Adrián Luis González (born May 5, 1939) is a Mexican potter specializes in Trees of Life and other decorative pieces.

González lives and works in Metepec, State of Mexico, a town noted for its decorative pottery, especially Trees of Life and suns with faces as wall decorations. He learned the craft from another noted potter of the town, Timoteo Sanchez. Today González has his own workshop in which he works with his three sons, working in yellow red clays mined from the nearby town of Ocotitlán.

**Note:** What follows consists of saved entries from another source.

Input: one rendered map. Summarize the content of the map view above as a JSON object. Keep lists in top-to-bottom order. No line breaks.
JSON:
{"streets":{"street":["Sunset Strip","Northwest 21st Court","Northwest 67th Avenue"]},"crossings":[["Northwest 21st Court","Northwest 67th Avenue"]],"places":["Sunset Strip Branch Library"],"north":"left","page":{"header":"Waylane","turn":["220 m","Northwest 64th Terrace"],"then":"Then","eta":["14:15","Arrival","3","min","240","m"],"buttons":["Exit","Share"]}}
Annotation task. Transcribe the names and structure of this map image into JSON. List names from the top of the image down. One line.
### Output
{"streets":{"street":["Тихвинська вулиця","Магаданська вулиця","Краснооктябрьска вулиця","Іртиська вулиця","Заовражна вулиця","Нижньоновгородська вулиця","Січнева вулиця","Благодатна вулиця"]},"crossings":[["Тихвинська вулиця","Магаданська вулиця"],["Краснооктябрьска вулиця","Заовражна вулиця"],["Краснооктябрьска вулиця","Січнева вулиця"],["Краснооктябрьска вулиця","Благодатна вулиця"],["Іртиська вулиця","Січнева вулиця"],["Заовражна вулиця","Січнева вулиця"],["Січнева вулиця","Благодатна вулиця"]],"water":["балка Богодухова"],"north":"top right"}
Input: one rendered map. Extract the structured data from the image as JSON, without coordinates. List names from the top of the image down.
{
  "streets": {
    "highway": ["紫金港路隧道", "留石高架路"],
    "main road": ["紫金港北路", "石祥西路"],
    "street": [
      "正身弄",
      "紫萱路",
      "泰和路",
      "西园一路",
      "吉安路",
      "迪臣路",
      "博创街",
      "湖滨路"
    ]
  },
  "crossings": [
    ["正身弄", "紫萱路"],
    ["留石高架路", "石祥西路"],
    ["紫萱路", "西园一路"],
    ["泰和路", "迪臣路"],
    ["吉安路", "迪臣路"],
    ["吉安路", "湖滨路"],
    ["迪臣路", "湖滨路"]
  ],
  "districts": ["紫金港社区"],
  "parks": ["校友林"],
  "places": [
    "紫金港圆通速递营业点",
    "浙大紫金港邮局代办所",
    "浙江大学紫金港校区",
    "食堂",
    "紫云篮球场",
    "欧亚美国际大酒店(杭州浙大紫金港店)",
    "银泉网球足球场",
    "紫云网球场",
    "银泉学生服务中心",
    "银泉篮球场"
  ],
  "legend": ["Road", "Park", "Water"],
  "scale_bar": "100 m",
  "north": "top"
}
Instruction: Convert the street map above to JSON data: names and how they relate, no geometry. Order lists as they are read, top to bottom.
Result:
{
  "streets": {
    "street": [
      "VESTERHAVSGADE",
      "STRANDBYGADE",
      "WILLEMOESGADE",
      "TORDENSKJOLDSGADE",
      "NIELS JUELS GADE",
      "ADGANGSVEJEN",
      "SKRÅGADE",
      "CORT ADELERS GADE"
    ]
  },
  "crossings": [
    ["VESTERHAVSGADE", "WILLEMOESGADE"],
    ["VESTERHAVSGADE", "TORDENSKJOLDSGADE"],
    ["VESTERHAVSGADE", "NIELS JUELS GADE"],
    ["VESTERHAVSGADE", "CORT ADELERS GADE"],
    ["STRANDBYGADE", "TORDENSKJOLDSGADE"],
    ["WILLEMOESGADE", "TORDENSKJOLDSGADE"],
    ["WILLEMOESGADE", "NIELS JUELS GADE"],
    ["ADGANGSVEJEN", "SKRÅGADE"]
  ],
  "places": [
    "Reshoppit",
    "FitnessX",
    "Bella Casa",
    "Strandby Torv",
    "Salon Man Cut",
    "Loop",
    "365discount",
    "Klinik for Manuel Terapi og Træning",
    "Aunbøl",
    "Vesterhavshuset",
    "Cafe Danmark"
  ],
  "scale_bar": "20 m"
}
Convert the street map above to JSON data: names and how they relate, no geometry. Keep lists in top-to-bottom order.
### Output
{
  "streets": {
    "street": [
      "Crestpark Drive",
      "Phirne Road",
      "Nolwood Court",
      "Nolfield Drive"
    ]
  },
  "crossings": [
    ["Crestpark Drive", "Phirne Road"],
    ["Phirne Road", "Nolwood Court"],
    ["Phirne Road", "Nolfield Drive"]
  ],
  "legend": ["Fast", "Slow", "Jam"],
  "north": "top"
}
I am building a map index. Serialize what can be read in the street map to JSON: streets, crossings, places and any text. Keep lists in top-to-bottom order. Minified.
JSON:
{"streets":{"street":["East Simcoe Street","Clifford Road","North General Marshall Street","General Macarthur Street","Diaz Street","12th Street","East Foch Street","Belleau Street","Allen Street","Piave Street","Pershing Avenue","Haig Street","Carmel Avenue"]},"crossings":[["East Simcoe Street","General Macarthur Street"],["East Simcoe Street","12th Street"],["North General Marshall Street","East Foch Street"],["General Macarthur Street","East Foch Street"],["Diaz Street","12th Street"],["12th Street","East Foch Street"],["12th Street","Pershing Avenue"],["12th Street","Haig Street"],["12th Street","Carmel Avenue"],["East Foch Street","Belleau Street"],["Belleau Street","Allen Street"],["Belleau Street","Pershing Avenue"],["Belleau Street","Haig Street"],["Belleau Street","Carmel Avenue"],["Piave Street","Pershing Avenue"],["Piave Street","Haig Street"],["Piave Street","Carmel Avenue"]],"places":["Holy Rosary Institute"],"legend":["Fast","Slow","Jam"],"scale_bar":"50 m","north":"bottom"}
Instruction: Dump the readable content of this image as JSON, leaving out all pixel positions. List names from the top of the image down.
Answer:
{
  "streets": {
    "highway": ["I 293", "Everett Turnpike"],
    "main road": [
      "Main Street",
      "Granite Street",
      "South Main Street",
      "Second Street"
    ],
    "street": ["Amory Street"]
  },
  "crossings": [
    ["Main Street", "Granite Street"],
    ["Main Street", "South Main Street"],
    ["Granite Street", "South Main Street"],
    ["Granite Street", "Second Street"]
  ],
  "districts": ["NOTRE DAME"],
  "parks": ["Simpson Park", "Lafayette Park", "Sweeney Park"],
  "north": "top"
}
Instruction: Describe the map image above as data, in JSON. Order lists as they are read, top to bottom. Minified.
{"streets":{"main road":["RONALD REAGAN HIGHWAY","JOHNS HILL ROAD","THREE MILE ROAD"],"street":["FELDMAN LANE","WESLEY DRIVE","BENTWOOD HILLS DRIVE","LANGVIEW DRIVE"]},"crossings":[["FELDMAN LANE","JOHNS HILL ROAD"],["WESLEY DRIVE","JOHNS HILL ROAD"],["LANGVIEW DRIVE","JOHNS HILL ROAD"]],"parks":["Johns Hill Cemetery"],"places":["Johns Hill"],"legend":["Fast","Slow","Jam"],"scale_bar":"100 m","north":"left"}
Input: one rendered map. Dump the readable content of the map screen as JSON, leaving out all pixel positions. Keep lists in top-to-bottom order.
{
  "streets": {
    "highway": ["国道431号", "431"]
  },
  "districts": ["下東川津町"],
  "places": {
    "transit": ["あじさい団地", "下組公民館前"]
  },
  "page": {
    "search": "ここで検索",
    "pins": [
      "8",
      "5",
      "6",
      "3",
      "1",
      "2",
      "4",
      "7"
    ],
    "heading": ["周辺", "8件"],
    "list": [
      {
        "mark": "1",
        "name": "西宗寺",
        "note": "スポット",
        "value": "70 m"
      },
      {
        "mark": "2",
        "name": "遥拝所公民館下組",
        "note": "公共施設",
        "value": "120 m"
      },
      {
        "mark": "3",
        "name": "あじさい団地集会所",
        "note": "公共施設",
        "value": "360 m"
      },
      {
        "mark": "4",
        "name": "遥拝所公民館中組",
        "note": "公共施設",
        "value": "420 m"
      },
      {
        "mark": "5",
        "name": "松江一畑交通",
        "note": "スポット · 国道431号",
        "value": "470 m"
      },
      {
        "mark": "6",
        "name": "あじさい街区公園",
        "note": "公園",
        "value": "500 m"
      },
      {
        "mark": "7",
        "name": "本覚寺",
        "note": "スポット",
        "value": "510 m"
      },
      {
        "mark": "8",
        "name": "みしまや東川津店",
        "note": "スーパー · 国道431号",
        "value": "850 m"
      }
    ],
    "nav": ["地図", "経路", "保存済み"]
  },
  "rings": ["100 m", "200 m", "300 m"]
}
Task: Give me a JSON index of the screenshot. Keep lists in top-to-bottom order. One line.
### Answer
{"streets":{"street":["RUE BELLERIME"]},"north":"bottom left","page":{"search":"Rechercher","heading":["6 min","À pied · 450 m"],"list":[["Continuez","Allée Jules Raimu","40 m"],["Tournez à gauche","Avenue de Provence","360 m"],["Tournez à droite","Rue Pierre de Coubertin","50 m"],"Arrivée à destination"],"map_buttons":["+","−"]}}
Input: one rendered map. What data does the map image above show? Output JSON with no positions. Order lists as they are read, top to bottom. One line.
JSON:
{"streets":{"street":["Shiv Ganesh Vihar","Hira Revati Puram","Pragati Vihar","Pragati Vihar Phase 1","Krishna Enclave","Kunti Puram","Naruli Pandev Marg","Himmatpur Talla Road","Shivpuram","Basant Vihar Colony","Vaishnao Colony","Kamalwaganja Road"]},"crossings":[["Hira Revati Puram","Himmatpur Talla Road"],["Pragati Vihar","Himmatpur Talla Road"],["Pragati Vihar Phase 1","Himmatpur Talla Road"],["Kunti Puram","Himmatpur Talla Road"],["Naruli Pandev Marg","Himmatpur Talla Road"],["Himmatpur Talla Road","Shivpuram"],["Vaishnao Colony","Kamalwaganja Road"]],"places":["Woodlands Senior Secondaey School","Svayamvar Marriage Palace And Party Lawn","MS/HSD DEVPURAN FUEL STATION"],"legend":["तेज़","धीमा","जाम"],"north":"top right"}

González is best known for his Trees of Life, with one of his pieces winning the Galardon Nacional in 1985, the highest award of the National Ceramics Competition in Tlaquepaque. (grandes) These decorative sculptures are made with various themes such as spring, the birth of Jesus, life and death and sometimes even entire genealogies, both painted and left in the natural clay color. He also makes miniatures, such as Noah's Ark sets, sun images, religious medallions, angels, musicians, Catrina figures and decorative dishes. His works are noted for the use of earth tones in the paints, being one of the first in Metepec to use these more subtle colors. González's dedication to pottery extends to his home décor, which is filled with pieces that he made himself.

In 2001, the Fomento Cultural Bancomer called him “one of the best creator of Trees of Life in (Mexico) in the book Grandes Maestros del Arte Popular.